> [AIM OF THE TASK] Please set down the lines of the listing exactly, from its first line to the line with "background:var(--page); color:var(--text); height:100vh;", leaving the pictures out.

> [THE RECORDS]
○ ○ ○
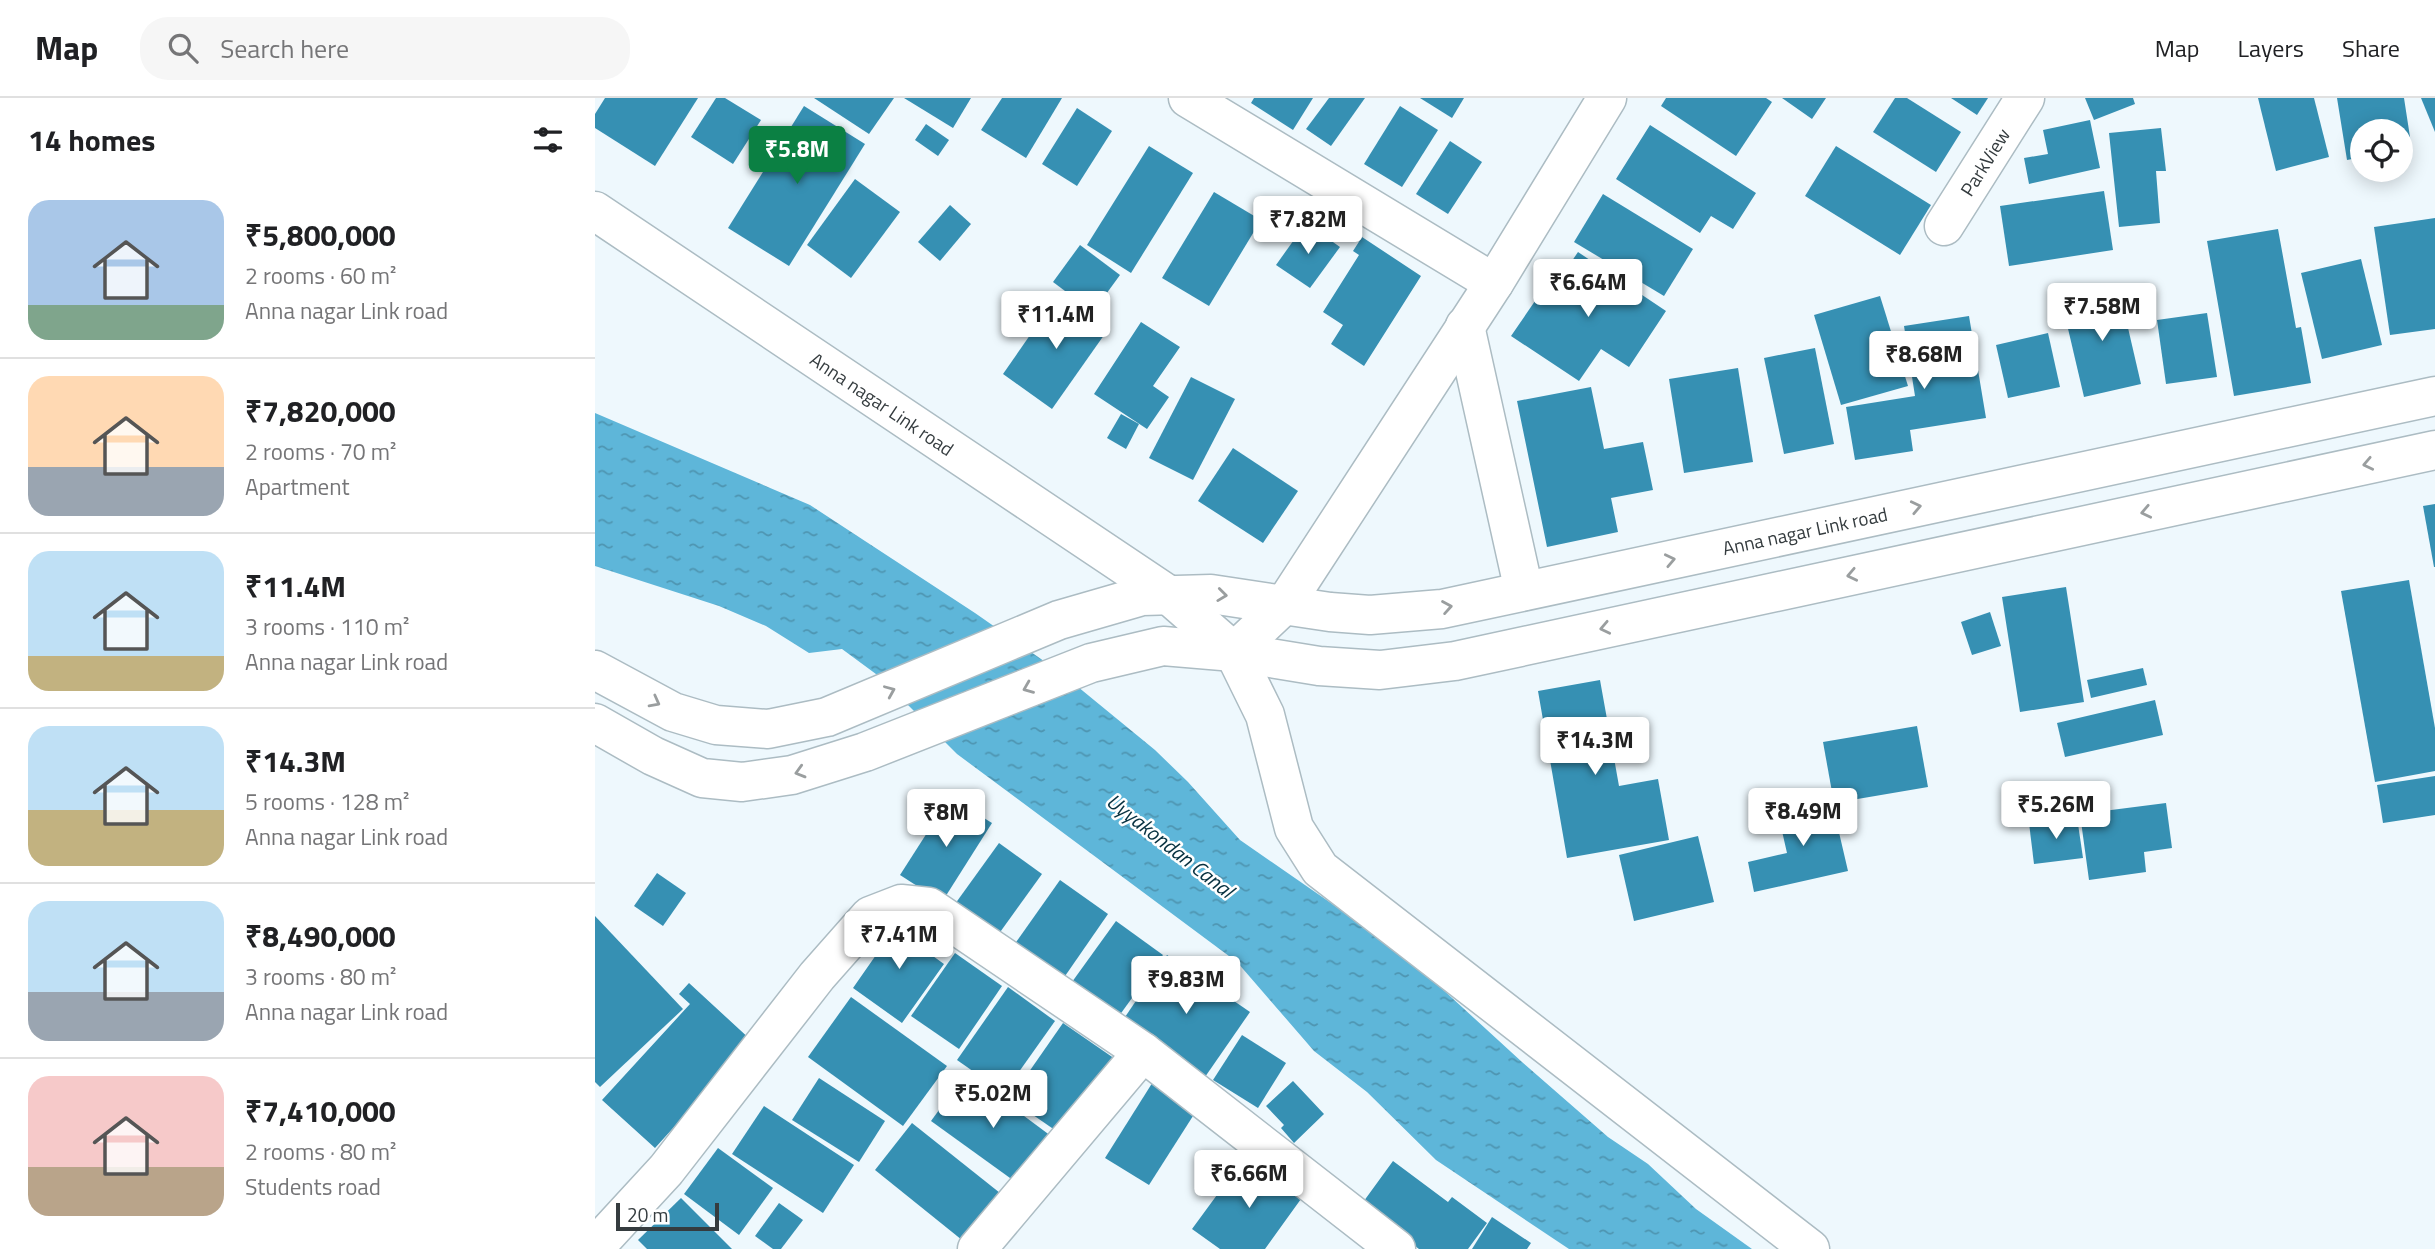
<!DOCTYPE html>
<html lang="en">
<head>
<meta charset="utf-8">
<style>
	:root { --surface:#fff; --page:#f6f6f6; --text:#202124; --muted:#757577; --line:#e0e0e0; --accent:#0b8043 }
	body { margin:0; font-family:"Titillium Web",sans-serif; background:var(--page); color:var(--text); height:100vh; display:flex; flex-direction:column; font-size:26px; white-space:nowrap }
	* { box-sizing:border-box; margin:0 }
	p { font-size:23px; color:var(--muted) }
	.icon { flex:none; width:38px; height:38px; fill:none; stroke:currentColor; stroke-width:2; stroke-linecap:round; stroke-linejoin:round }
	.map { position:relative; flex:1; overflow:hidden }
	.details { display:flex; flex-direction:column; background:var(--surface); width:595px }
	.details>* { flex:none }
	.tools { position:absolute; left:1755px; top:21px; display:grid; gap:14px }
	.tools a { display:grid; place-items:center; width:63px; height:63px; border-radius:50%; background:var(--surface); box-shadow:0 4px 18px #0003; font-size:35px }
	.scale { position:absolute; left:21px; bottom:18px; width:103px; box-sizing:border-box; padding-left:7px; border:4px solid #353c3f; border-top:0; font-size:19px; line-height:24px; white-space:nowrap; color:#353c3f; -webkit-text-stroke:5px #fff; paint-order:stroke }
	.price { position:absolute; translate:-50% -60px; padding:0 16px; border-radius:7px; background:#fff; color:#222; font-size:23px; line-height:46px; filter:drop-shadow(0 2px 4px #0008) }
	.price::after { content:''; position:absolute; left:50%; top:42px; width:21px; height:16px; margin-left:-10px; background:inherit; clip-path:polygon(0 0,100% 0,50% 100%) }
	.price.selected { background:var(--accent); color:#fff }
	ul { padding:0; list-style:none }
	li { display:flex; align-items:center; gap:21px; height:175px; padding:0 28px }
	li+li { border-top:2px solid var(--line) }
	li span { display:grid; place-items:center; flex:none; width:196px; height:140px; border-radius:21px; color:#555 }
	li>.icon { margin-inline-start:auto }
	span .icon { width:84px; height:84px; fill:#fffc; stroke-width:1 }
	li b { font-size:30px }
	h2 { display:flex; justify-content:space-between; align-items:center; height:84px; padding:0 28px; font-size:30px }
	header { display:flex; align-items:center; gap:42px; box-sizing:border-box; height:98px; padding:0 35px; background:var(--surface); border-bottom:2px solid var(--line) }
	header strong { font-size:33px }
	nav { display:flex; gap:38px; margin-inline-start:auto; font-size:24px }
	.search { width:490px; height:63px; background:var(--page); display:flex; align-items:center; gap:18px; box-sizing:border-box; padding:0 24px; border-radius:28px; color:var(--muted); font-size:26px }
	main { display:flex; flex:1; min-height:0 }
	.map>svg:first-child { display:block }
</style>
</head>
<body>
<header>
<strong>Map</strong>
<div class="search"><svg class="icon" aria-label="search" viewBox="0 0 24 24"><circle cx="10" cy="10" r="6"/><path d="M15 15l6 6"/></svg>Search here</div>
<nav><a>Map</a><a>Layers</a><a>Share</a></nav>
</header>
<main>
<section class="details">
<h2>14 homes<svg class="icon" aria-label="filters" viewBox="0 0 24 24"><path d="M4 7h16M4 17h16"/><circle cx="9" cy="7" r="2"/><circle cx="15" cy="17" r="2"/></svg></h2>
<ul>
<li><span style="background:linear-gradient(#a9c7e8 75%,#7fa58c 0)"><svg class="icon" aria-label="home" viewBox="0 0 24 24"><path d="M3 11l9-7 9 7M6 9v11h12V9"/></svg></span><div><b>₹5,800,000</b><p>2 rooms · 60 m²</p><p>Anna nagar Link road</p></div></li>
<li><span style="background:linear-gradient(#ffd9b3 65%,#9aa5b1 0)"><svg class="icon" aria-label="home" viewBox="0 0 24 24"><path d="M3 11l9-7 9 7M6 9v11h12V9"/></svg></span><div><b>₹7,820,000</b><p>2 rooms · 70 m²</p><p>Apartment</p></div></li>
<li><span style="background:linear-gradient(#bfe0f5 75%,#c2b280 0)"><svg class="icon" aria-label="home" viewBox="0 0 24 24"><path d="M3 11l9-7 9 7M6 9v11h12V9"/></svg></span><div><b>₹11.4M</b><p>3 rooms · 110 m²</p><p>Anna nagar Link road</p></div></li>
<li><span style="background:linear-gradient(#bfe0f5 60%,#c2b280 0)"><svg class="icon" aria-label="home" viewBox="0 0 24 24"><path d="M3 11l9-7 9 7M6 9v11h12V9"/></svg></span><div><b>₹14.3M</b><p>5 rooms · 128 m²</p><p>Anna nagar Link road</p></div></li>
<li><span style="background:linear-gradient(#bfe0f5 65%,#9aa5b1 0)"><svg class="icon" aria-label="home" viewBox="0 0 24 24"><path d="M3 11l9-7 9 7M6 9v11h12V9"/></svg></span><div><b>₹8,490,000</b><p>3 rooms · 80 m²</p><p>Anna nagar Link road</p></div></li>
<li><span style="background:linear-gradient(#f6c9c9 65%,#b9a48a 0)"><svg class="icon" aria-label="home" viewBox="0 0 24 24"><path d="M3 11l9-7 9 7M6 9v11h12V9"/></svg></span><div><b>₹7,410,000</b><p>2 rooms · 80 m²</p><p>Students road</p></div></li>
</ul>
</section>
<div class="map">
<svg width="1840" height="1151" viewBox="0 0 1840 1151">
	<defs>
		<pattern id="water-ripples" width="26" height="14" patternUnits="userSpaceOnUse" patternTransform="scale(1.75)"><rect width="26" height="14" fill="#5eb6d9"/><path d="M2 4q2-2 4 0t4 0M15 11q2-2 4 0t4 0" fill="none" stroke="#4e95b1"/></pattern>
	</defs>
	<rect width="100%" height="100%" fill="#eef8fd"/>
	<polygon fill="url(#water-ripples)" points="0,315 215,407 380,515 466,575 560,652 593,684 645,742 808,855 927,964 1013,1039 1053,1066 1101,1111 1157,1151 974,1151 841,1062 772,994 719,953 642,864 362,656 285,579 247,551 214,555 171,528 124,508 0,468"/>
	<g fill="#3690b3">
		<polygon points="10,0 103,0 60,68 0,30 0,16"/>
		<polygon points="121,0 130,0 166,22 138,66 96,39"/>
		<polygon points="219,0 299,0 274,36"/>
		<polygon points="309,0 376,0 358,30"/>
		<polygon points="407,0 467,0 431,60 386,32"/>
		<polygon points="659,0 718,0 698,32 656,5"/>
		<polygon points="734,0 770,0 736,48 711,31"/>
		<polygon points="825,0 869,0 857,20"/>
		<polygon points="1071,0 1171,0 1177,4 1141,58 1066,8"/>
		<polygon points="1187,0 1231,0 1217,21"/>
		<polygon points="1300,0 1312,0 1366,34 1341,74 1278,34"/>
		<polygon points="1356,0 1393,0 1382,17"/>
		<polygon points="1490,0 1538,0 1540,6 1499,22"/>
		<polygon points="1663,0 1719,0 1734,59 1681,73"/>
		<polygon points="1742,0 1809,0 1817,52 1806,54 1806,33 1768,33 1768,59 1752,62"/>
		<polygon points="1826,0 1840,0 1840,34"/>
		<polygon points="209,8 270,46 194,168 133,130"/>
		<polygon points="805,8 843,32 807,89 769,66"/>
		<polygon points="482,10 517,33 482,88 447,66"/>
		<polygon points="1495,22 1505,70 1434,86 1429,60 1453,56 1448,32"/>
		<polygon points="331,26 354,42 343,58 320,42"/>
		<polygon points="1055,27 1161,95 1138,131 1116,118 1105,135 1021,81"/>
		<polygon points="1566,30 1571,73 1561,73 1565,125 1524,129 1514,35"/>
		<polygon points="855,43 887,64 853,116 821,96"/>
		<polygon points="554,48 598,75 536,175 492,147"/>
		<polygon points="1241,48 1336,107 1305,157 1210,98"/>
		<polygon points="260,81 305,114 256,180 212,147"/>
		<polygon points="1509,93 1518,152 1414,168 1405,108"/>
		<polygon points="619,94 666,122 614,208 567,180"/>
		<polygon points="1008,96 1098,151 1069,198 979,144"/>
		<polygon points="355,107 376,126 345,163 323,144"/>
		<polygon points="1840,120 1840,231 1795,237 1779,129"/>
		<polygon points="711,125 745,149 715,190 681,167"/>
		<polygon points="1683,131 1701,230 1706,229 1716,285 1639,298 1612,143"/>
		<polygon points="767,139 826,178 769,268 736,246 748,227 728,214 764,157 758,153"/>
		<polygon points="485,147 525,177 498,214 458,184"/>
		<polygon points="983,154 1071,213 1034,269 1006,251 984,283 916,238 951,187 958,191"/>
		<polygon points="1766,161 1787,247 1727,261 1706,175"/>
		<polygon points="1524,191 1546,286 1489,299 1467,205"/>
		<polygon points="465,194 514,230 457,311 408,276"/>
		<polygon points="1285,198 1313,288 1246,307 1219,217"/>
		<polygon points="1612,215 1622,279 1571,286 1562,222"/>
		<polygon points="1374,218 1391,320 1315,332 1318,353 1260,362 1251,309 1320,298 1309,228"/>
		<polygon points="546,224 585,249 558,288 574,299 552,331 499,296"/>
		<polygon points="1453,235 1465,289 1413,300 1401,247"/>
		<polygon points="1220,250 1239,346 1189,356 1169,260"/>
		<polygon points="1143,270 1158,364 1089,375 1074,281"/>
		<polygon points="596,279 640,301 598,382 554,360"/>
		<polygon points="996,289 1009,351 1048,344 1058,392 1016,400 1023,434 952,449 922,303"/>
		<polygon points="526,316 544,326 531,351 512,340"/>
		<polygon points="638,350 703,393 668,445 603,403"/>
		<polygon points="1840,406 1840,469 1839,469 1828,408"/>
		<polygon points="1814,482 1840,630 1840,673 1780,684 1746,493"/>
		<polygon points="1471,489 1489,604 1425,614 1407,499"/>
		<polygon points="1395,514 1406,548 1377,557 1366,524"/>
		<polygon points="1548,570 1552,587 1496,600 1492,582"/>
		<polygon points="1005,582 1024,688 1063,681 1074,742 972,760 943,593"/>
		<polygon points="1560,602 1568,637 1470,659 1462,625"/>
		<polygon points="1322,628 1333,689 1239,705 1228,644"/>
		<polygon points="1840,678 1840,717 1788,725 1782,687"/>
		<polygon points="1505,683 1510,709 1483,713 1478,688"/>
		<polygon points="355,699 397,725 347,804 305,777"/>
		<polygon points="1236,700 1253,773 1159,794 1153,764 1192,755 1182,711"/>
		<polygon points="1571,705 1577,750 1549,754 1551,774 1494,782 1485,716"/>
		<polygon points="1482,719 1488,760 1439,766 1434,725"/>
		<polygon points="1103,738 1119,804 1039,823 1024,757"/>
		<polygon points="404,745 447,776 403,837 360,806"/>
		<polygon points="62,775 91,795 68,828 39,808"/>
		<polygon points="465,782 513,816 468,881 419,847"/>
		<polygon points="311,814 328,827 317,843 349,866 307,925 258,890"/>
		<polygon points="0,818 88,911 5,989 0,984"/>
		<polygon points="521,823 568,857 524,918 477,884"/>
		<polygon points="360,855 407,888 364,951 316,918"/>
		<polygon points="572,857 655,914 610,979 528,922"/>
		<polygon points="94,885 157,943 60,1050 7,1002 95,906 84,896"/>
		<polygon points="413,889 460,923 409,995 362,962"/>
		<polygon points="256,899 352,968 308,1028 213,959"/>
		<polygon points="468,925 523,963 470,1039 415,1001"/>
		<polygon points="647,937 691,965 663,1010 618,982"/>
		<polygon points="371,975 460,1041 426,1088 336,1023"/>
		<polygon points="561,979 605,1007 554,1087 510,1060"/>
		<polygon points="224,980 290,1023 264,1064 197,1022"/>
		<polygon points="698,983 729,1016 699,1045 686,1030 689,1027 671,1008"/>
		<polygon points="169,1008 259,1067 228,1115 137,1056"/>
		<polygon points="317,1025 405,1095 367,1142 280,1072"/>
		<polygon points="123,1050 178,1090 144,1137 89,1096"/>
		<polygon points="622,1060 637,1070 620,1098 605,1088"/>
		<polygon points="798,1063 853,1104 857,1099 892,1125 873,1151 824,1151 766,1107"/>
		<polygon points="669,1064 711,1094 670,1151 625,1151 597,1131 641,1071 656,1082"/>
		<polygon points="86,1100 137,1151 52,1151 43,1142"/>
		<polygon points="184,1105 208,1122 186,1151 178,1151 160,1138"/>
		<polygon points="897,1119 936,1145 932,1151 877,1151"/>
	</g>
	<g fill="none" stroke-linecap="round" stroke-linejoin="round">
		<g stroke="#acbcc3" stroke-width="41">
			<g id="street">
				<polyline points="593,0 899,185"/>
				<polyline points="1012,0 899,185 690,506 639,554 670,617 699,730 725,771 1215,1151"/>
				<polyline points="1349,128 1430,0"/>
				<polyline points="870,228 929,493"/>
				<polyline points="0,1149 71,1072 222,878 275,818 306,806 334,809 548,954 801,1151"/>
				<polyline points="382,1151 548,954"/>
			</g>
		</g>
		<g stroke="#acbcc3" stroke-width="41">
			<polyline id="secondary" points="0,113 575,498 639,554"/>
		</g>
		<g stroke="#acbcc3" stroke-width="41">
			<g id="primary">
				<polyline points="0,572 78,614 121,627 173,631 232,619 464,522 547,498 616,496 735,514 775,517 847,511 1840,298"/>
				<polyline points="0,625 58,658 107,680 147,684 197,677 270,654 496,565 568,548 639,554 724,568 785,572 860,563 1840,352"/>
			</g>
		</g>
		<use href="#street" stroke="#fff" stroke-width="38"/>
		<use href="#secondary" stroke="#fff" stroke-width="38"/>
		<use href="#primary" stroke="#fff" stroke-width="38"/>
	</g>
	<defs><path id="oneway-chevron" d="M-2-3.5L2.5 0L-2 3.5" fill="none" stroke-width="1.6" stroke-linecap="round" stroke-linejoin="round" transform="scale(1.75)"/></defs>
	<g stroke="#9a9e9f">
		<use href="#oneway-chevron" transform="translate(1773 366) rotate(168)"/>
		<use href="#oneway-chevron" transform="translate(1321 409) rotate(-12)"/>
		<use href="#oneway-chevron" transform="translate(1551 414) rotate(168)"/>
		<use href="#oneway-chevron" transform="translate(1075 462) rotate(-12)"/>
		<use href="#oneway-chevron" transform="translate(1257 477) rotate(168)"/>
		<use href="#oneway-chevron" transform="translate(627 497) rotate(7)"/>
		<use href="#oneway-chevron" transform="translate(852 509) rotate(-10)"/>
		<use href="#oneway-chevron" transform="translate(1010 530) rotate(168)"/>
		<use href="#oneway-chevron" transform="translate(433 590) rotate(158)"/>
		<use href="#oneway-chevron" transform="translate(295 593) rotate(-23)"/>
		<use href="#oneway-chevron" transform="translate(60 604) rotate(28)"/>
		<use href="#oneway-chevron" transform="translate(205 674) rotate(164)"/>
	</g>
	<g text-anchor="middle" stroke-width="5" stroke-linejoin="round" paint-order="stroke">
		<g font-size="19" fill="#353c3f" stroke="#fff">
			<text transform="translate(1390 64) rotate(-58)" y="7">ParkView</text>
			<text transform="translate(287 306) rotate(34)" y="7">Anna nagar Link road</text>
			<text transform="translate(1210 433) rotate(-12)" y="7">Anna nagar Link road</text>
		</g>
		<g font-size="21" font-style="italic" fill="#073140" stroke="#fff">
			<text transform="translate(575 748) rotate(38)" y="7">Uyyakondan Canal</text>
		</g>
	</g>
</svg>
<div class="tools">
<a><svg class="icon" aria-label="locate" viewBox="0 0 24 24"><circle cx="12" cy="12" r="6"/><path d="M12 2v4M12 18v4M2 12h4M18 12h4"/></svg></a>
</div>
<div class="scale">20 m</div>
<b class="price selected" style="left:202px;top:88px">₹5.8M</b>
<b class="price" style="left:713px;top:158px">₹7.82M</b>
<b class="price" style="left:993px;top:221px">₹6.64M</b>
<b class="price" style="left:1507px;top:245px">₹7.58M</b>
<b class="price" style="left:461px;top:253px">₹11.4M</b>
<b class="price" style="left:1329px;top:293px">₹8.68M</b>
<b class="price" style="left:1000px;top:679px">₹14.3M</b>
<b class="price" style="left:1461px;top:743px">₹5.26M</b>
<b class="price" style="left:1208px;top:750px">₹8.49M</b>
<b class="price" style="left:351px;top:751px">₹8M</b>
<b class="price" style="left:304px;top:873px">₹7.41M</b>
<b class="price" style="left:591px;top:918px">₹9.83M</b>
<b class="price" style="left:398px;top:1032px">₹5.02M</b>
<b class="price" style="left:654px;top:1112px">₹6.66M</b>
</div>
</main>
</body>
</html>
○ ○ ○
> [REPLY]
<!DOCTYPE html>
<html lang="en">
<head>
<meta charset="utf-8">
<style>
	:root { --surface:#fff; --page:#f6f6f6; --text:#202124; --muted:#757577; --line:#e0e0e0; --accent:#0b8043 }
	body { margin:0; font-family:"Titillium Web",sans-serif; background:var(--page); color:var(--text); height:100vh; display:flex; flex-direction:column; font-size:26px; white-space:nowrap }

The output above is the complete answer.